# Recurrence approach - (03/05/2023)

We saw with makemore how to build a net which learns by $n$-grams.
We want to have a net which keeps memory of what it reads while being able to remember important things and discard not relevant ones.
How to introduce this memory effect?
These things are called Recurrence Neural Network, and are based on both long and short term memories.
**NOTE**: from 2017 all changed with new concept of *attention* and more...

But first... [why use PyTorch?](https://www.simplilearn.com/keras-vs-tensorflow-vs-pytorch-article)
PyTorch is more recent while TensorFlow is more applied-oriented.
Lot of market products are based on TensorFlow, also due to the easier debugging phase.

Why do we need memory?
We've already discussed in theoretical classes.
In a MPL we're giving a vector, do something, and taking out another vector.
Another approach we can apply is image → text (see *image captioning*).
In this case the input is a picture and the outputs are many words.
To do this is useful to add hidden variable to our model.
Processing more inputs usually implies that we want to carry on some information.

The principle of an RNN is having hidden variables that communicates each other while affecting the output.
The recurrence may be both one or bidirectional (maybe we don't want the future to affect the past, maybe we want).
At the end we're just adding vectors, so don't worry.

How I remember the past?
Just iterate this in time...
The vector $\vec{y}$ will feed the output while the function produces a vector $\vec{h}$ to feed the next hidden block.

Because of recurrence the gradient usually vanish, so these nets are not easy to train.
An evolution so are LSTM - Long Short Term Memory models, which sometimes forget or remember things.
Seems complicated, but it's just the previous architecture with some extra things.
With these nets we've not vanishing gradient problem, so they learn very well.

A middle way between RNN and LSTM is the GRU - Gated Recurrent Unit.

In [None]:
import numpy as np


class RNN:
    def step(self, x):
        # update the hidden state
        # tanh of previous hidden state plus input
        self.h = np.tanh(np.dot(self.W_hh, self.h) + np.dot(self.W_xh, x))
        # compute the output vector
        y = np.dot(self.W_hy, self.h)
        return y


From 2015 [something changed](https://cs.stanford.edu/people/karpathy/cvpr2015.pdf).

The basis is a bidirectional RNN.
Working as char level... not very good.
One can go deep in a lot of directions

In [11]:
"""
Minimal character-level Vanilla RNN model.
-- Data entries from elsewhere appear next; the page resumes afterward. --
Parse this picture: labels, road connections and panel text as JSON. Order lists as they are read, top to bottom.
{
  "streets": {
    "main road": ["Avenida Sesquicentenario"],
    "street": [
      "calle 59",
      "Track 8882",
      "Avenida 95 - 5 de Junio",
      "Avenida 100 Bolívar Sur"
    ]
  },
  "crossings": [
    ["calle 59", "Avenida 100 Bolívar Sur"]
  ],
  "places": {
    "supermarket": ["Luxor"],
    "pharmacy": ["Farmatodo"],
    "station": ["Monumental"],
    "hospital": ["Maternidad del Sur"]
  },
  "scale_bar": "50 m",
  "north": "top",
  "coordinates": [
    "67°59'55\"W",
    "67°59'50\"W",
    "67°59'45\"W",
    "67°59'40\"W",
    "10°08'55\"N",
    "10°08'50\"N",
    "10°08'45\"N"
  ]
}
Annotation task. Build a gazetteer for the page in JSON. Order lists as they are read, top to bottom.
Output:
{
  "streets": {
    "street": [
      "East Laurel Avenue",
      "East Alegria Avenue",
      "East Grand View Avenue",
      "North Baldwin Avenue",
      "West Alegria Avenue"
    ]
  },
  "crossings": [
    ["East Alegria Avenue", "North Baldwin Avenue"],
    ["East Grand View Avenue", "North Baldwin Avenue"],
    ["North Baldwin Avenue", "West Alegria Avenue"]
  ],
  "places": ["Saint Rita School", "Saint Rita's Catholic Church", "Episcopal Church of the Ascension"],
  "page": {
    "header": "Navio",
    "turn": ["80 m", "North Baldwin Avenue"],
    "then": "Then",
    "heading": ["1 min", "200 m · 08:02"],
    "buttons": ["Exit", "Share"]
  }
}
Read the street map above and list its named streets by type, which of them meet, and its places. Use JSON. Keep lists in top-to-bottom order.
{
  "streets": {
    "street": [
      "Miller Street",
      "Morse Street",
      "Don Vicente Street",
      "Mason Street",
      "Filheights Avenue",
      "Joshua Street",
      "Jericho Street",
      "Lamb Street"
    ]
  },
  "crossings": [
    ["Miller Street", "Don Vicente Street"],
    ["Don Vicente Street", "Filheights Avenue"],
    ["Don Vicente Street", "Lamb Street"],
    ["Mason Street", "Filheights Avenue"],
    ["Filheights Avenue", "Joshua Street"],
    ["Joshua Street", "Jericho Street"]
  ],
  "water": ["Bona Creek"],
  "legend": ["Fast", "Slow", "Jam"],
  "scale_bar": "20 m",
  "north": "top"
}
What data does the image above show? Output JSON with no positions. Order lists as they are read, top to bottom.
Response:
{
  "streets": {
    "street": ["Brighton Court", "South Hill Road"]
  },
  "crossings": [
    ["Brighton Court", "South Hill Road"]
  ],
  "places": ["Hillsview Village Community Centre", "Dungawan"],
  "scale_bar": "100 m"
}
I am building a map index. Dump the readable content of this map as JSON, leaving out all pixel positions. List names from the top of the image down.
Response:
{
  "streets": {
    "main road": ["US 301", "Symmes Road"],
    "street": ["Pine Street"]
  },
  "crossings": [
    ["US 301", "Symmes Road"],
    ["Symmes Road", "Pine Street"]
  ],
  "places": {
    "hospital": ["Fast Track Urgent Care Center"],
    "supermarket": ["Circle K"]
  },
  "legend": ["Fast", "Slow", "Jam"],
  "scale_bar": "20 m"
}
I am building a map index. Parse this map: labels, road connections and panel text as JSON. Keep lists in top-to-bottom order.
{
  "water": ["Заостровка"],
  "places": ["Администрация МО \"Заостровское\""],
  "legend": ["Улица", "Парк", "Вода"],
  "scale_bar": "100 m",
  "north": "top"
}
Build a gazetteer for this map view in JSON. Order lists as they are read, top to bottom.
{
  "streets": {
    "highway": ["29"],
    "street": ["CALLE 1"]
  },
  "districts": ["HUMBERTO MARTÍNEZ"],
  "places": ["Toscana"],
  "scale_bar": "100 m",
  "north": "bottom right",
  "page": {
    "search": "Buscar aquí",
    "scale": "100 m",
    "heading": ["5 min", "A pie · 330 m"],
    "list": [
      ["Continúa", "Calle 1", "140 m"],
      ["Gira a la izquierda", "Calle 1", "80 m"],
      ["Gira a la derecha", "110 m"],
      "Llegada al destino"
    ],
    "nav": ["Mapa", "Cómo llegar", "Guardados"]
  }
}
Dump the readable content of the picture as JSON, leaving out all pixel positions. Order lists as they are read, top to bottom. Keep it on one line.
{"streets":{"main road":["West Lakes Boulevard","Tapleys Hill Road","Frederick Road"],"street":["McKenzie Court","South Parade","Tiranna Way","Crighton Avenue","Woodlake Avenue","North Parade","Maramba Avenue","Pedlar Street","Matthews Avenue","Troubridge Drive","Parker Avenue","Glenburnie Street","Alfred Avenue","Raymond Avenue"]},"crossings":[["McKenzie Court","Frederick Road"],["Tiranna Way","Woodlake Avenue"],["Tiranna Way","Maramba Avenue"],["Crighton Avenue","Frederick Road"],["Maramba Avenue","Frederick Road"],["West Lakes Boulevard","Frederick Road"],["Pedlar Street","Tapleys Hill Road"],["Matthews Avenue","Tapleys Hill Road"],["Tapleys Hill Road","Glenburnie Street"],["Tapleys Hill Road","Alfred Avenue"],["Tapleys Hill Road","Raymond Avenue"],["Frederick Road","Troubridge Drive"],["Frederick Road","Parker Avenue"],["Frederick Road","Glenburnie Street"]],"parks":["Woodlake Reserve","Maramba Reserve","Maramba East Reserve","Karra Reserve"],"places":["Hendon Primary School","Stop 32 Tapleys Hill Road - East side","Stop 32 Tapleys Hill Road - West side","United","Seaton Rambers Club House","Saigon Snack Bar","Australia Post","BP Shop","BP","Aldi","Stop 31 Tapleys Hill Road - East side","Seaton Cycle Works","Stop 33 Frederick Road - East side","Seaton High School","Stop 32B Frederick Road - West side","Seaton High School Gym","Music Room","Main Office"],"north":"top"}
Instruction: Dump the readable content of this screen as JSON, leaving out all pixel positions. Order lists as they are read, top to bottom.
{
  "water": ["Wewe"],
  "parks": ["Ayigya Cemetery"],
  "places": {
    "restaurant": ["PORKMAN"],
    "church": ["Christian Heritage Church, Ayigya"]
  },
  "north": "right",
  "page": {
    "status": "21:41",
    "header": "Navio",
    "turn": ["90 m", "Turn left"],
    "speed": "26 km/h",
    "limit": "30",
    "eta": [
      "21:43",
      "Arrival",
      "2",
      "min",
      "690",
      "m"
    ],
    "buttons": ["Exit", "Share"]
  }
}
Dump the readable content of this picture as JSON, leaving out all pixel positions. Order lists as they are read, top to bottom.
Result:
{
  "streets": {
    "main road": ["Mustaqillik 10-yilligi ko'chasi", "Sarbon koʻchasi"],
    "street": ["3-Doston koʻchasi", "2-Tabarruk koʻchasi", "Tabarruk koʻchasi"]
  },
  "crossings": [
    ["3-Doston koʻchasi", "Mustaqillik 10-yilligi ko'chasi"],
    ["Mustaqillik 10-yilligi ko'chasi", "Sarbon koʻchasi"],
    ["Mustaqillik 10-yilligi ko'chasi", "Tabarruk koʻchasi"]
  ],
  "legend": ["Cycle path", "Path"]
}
Written by Andrej Karpathy (@karpathy)
BSD License
"""
import numpy as np

# data I/O
# should be simple plain text file
data = open('data/divinacommedia.txt', 'r').read()
chars = list(set(data))
data_size, vocab_size = len(data), len(chars)
print('data has %d characters, %d unique.' % (data_size, vocab_size))
char_to_ix = {ch: i for i, ch in enumerate(chars)}
ix_to_char = {i: ch for i, ch in enumerate(chars)}

# hyperparameters
hidden_size = 100  # size of hidden layer of neurons
seq_length = 25  # number of steps to unroll the RNN for
learning_rate = 1e-2

# model parameters
Wxh = np.random.randn(hidden_size, vocab_size)*0.01  # input to hidden
Whh = np.random.randn(hidden_size, hidden_size)*0.01  # hidden to hidden
Why = np.random.randn(vocab_size, hidden_size)*0.01  # hidden to output
bh = np.zeros((hidden_size, 1))  # hidden bias
by = np.zeros((vocab_size, 1))  # output bias


def lossFun(inputs, targets, hprev):
    """
    inputs,targets are both list of integers.
    hprev is Hx1 array of initial hidden state
    returns the loss, gradients on model parameters, and last hidden state
    """
    xs, hs, ys, ps = {}, {}, {}, {}
    hs[-1] = np.copy(hprev)
    loss = 0
    # forward pass
    for t in range(len(inputs)):
        xs[t] = np.zeros((vocab_size, 1))  # encode in 1-of-k representation
        xs[t][inputs[t]] = 1
        # here is where memory starts
        hs[t] = np.tanh(np.dot(Wxh, xs[t]) +
                        np.dot(Whh, hs[t-1]) + bh)  # hidden state
        # unnormalized log probabilities for next chars
        ys[t] = np.dot(Why, hs[t]) + by
        # probabilities for next chars
        ps[t] = np.exp(ys[t]) / np.sum(np.exp(ys[t]))
        loss += -np.log(ps[t][targets[t], 0])  # softmax (cross-entropy loss)
    # backward pass: compute gradients going backwards
    dWxh, dWhh, dWhy = np.zeros_like(
        Wxh), np.zeros_like(Whh), np.zeros_like(Why)
    dbh, dby = np.zeros_like(bh), np.zeros_like(by)
    dhnext = np.zeros_like(hs[0])
    # let's do backpropagation by hand (optional)
    for t in reversed(range(len(inputs))):
        dy = np.copy(ps[t])
        # backprop into y. see http://cs231n.github.io/neural-networks-case-study/#grad if confused here
        dy[targets[t]] -= 1
        dWhy += np.dot(dy, hs[t].T)
        dby += dy
        dh = np.dot(Why.T, dy) + dhnext  # backprop into h
        dhraw = (1 - hs[t] * hs[t]) * dh  # backprop through tanh nonlinearity
        dbh += dhraw
        dWxh += np.dot(dhraw, xs[t].T)
        dWhh += np.dot(dhraw, hs[t-1].T)
        dhnext = np.dot(Whh.T, dhraw)
    for dparam in [dWxh, dWhh, dWhy, dbh, dby]:
        # clip to mitigate exploding gradients
        np.clip(dparam, -5, 5, out=dparam)
    return loss, dWxh, dWhh, dWhy, dbh, dby, hs[len(inputs)-1]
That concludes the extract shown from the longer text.